**Task objective:** Determine how many lines of the entries contain "chip". Reply with that number alone.

+ + + + +

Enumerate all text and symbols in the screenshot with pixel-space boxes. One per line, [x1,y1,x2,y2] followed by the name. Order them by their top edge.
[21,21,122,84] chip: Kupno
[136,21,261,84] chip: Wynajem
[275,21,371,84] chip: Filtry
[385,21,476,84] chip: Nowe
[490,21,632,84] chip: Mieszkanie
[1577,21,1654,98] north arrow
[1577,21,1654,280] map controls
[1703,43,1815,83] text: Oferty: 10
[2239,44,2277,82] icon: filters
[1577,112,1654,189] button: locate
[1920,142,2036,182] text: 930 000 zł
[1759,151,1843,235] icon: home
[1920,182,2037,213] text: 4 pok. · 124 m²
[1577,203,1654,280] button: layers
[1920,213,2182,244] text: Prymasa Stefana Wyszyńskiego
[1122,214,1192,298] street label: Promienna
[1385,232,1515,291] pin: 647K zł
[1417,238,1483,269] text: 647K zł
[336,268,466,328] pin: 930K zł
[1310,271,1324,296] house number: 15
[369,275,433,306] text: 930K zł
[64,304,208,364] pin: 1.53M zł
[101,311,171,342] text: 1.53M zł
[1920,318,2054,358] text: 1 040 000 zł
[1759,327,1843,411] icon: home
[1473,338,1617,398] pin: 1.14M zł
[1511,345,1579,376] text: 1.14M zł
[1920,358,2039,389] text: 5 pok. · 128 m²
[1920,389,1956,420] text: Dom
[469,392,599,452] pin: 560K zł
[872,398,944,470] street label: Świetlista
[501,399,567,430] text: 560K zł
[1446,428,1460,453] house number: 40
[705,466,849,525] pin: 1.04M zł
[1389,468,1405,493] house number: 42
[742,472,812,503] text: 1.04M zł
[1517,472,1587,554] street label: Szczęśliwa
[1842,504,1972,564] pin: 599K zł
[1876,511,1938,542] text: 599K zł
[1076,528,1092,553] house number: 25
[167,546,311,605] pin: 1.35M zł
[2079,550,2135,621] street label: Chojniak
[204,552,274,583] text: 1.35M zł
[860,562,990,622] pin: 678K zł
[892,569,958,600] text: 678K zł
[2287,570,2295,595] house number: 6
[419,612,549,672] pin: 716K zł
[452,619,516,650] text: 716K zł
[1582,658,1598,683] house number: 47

+ + + + +

**Response to this task:** 5